**WHAT YOU WILL DO**.
The output is the lines below from the one with "18px,206px 22px,179px 59px,97px" through the one with "191px,42px 191px,40px 204px,45px", both included, printed exactly and with no other line.

Dataset excerpts:
######

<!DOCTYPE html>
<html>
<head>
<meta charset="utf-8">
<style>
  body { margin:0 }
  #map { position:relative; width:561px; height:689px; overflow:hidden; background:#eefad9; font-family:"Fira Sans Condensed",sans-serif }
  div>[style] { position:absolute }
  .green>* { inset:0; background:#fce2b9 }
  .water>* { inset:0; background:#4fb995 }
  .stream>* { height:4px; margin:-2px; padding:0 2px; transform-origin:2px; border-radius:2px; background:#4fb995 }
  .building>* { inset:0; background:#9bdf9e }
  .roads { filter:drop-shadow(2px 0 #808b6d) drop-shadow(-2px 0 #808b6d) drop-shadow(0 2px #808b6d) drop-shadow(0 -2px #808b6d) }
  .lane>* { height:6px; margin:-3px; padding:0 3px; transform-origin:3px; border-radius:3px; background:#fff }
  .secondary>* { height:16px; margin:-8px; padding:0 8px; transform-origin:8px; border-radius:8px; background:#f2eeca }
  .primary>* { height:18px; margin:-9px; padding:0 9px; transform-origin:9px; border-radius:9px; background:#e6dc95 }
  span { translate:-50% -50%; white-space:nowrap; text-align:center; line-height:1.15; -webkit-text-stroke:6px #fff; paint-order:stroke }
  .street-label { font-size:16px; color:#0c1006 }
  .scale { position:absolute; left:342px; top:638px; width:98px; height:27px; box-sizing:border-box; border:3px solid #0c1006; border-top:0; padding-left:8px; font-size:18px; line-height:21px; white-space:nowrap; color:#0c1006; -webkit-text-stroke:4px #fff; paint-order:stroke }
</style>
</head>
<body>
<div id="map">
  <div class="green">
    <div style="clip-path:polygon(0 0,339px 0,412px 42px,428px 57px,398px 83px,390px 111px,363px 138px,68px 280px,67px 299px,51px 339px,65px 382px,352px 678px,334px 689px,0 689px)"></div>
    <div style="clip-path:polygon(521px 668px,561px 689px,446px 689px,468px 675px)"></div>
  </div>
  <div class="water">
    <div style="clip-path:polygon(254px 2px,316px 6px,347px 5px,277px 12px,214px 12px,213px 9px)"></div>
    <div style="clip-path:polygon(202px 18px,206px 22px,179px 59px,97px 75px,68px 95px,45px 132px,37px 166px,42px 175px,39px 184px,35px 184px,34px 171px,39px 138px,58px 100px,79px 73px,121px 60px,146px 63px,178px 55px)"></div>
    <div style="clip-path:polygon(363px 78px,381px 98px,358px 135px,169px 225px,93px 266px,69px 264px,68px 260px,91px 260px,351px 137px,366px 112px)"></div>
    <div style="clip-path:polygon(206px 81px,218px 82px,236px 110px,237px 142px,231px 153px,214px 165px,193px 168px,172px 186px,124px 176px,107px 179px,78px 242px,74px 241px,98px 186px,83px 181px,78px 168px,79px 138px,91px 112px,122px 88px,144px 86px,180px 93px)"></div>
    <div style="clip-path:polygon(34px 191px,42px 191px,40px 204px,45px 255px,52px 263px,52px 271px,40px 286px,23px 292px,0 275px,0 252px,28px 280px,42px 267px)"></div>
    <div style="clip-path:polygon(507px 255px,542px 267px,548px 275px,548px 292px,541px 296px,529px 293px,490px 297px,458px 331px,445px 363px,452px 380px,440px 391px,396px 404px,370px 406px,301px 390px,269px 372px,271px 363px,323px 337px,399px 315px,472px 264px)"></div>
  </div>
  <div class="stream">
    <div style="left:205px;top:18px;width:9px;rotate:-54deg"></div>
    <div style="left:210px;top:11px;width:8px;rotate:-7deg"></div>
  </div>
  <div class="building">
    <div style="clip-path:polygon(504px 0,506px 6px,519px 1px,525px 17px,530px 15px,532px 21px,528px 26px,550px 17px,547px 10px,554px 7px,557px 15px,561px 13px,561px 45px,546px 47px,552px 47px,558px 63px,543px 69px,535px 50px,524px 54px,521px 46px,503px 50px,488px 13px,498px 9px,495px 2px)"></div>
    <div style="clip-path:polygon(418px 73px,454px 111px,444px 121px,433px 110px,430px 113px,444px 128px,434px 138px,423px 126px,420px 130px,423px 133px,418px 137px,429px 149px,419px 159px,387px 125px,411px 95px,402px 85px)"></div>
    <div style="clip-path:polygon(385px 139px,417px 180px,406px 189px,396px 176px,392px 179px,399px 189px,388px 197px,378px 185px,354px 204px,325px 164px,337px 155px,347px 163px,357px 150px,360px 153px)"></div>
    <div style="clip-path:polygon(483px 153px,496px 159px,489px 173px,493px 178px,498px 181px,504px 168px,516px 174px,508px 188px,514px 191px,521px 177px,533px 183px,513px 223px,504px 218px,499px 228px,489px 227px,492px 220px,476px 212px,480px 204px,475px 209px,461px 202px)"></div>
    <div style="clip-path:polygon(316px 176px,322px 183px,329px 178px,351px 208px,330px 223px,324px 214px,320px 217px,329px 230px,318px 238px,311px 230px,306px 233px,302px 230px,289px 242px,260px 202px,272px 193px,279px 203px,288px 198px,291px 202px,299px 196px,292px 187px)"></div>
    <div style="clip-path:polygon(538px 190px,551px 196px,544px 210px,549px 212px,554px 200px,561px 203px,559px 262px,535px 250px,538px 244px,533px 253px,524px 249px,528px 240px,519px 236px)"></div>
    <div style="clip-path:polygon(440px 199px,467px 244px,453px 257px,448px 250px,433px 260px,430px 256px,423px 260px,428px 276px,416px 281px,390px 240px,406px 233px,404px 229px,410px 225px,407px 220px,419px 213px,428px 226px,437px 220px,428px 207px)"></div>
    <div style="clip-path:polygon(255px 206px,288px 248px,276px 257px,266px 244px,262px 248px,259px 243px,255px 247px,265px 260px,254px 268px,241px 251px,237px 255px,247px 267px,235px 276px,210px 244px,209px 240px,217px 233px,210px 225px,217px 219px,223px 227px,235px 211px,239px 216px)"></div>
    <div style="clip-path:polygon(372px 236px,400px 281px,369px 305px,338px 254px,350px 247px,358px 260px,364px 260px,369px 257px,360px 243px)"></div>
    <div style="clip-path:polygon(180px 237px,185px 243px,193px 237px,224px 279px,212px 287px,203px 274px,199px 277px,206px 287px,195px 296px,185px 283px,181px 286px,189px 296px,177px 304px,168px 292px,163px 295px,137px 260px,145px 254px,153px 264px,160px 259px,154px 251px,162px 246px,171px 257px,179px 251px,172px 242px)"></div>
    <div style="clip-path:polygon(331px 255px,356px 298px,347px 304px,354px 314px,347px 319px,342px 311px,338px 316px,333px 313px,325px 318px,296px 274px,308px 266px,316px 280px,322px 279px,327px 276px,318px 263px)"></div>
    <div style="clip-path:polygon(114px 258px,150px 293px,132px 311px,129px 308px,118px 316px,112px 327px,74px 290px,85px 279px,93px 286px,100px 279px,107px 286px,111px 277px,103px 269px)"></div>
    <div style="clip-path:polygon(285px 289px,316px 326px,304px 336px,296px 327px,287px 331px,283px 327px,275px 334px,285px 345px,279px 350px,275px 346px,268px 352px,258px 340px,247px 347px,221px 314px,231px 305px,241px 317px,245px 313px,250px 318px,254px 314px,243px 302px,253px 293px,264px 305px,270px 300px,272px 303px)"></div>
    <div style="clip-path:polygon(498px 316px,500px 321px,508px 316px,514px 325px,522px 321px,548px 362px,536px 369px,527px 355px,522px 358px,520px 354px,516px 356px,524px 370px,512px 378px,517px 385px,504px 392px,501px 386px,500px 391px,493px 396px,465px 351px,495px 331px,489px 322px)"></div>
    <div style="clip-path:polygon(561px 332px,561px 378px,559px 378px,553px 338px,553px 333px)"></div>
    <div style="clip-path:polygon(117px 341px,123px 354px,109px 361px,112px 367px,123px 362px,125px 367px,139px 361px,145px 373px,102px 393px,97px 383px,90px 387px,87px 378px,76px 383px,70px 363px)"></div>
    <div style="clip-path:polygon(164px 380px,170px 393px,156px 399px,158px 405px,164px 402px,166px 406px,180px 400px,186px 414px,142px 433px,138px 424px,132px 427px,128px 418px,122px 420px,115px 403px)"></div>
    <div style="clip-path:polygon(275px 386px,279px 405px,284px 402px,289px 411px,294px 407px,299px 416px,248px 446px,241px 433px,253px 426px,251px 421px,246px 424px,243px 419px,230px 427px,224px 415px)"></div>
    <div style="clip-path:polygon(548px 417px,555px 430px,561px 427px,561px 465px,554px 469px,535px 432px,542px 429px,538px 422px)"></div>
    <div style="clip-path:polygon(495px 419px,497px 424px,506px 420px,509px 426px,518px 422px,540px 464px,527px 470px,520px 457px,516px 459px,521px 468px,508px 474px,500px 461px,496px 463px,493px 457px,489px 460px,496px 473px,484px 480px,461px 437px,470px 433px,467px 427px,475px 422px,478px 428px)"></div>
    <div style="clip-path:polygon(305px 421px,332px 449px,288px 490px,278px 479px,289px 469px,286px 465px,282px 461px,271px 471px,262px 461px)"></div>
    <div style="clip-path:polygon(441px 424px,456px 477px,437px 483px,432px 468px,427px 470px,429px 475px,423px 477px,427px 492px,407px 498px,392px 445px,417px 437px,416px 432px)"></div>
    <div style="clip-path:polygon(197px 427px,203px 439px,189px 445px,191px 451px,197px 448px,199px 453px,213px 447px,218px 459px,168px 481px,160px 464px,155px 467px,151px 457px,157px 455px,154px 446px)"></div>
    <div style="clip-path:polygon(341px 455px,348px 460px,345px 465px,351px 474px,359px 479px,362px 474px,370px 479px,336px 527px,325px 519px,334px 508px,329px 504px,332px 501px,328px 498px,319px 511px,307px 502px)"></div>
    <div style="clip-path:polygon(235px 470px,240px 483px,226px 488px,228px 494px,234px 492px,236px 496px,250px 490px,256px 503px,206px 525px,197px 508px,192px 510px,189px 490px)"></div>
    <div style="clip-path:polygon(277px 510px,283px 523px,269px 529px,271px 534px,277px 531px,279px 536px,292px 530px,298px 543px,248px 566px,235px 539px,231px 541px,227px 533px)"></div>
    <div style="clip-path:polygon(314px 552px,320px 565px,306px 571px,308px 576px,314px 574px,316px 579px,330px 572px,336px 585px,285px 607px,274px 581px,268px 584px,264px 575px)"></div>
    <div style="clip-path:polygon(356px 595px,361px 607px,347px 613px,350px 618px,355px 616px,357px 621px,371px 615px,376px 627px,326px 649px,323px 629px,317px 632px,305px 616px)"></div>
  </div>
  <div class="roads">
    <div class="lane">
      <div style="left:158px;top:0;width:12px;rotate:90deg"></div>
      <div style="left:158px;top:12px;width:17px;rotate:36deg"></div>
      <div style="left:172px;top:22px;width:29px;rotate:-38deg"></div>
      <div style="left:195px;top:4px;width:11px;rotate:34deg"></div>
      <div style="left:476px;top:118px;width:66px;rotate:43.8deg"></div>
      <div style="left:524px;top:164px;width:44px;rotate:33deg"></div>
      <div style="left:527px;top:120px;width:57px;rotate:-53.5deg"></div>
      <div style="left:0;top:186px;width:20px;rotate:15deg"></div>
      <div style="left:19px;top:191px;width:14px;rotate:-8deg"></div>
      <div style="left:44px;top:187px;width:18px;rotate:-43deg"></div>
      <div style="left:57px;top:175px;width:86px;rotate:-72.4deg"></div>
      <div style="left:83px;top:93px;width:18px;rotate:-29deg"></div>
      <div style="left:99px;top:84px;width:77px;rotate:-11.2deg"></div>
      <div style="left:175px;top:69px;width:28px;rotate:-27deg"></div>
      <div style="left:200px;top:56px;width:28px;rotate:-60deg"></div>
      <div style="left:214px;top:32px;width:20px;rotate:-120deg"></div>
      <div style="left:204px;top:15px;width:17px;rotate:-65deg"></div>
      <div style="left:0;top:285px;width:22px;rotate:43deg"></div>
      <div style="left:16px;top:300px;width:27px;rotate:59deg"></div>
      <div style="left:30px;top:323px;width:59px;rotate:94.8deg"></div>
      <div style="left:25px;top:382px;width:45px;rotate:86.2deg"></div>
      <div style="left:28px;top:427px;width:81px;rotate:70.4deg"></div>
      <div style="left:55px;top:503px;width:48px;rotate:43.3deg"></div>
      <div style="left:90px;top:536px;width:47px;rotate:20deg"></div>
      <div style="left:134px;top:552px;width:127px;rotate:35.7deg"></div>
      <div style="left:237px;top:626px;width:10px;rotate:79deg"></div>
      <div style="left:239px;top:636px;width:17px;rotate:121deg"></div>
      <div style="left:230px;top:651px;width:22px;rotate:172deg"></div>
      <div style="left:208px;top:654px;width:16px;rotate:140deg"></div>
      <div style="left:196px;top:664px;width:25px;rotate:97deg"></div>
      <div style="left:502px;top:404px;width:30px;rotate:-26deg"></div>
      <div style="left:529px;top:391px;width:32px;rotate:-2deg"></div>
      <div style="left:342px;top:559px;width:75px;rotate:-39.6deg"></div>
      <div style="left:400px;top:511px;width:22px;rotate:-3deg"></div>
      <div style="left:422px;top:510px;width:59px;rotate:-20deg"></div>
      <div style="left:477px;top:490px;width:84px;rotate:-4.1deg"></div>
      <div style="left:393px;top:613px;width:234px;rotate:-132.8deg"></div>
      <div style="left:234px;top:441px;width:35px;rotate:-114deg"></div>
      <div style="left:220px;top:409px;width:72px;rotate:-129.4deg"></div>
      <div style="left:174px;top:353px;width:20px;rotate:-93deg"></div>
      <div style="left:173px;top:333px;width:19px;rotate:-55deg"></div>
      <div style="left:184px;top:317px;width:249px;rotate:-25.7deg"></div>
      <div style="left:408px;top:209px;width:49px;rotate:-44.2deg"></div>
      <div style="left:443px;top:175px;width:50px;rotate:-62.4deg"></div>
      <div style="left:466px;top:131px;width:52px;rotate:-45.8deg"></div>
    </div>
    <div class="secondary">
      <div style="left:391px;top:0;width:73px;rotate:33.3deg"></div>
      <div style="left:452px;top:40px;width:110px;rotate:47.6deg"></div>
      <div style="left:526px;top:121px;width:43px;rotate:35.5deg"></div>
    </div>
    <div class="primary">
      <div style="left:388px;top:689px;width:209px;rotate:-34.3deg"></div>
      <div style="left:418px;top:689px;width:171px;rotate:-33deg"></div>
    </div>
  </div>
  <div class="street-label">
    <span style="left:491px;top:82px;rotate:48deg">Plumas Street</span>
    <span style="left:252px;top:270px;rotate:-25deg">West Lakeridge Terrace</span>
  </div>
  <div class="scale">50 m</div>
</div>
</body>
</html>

######

**EXERCISE RESULT**.
    <div style="clip-path:polygon(202px 18px,206px 22px,179px 59px,97px 75px,68px 95px,45px 132px,37px 166px,42px 175px,39px 184px,35px 184px,34px 171px,39px 138px,58px 100px,79px 73px,121px 60px,146px 63px,178px 55px)"></div>
    <div style="clip-path:polygon(363px 78px,381px 98px,358px 135px,169px 225px,93px 266px,69px 264px,68px 260px,91px 260px,351px 137px,366px 112px)"></div>
    <div style="clip-path:polygon(206px 81px,218px 82px,236px 110px,237px 142px,231px 153px,214px 165px,193px 168px,172px 186px,124px 176px,107px 179px,78px 242px,74px 241px,98px 186px,83px 181px,78px 168px,79px 138px,91px 112px,122px 88px,144px 86px,180px 93px)"></div>
    <div style="clip-path:polygon(34px 191px,42px 191px,40px 204px,45px 255px,52px 263px,52px 271px,40px 286px,23px 292px,0 275px,0 252px,28px 280px,42px 267px)"></div>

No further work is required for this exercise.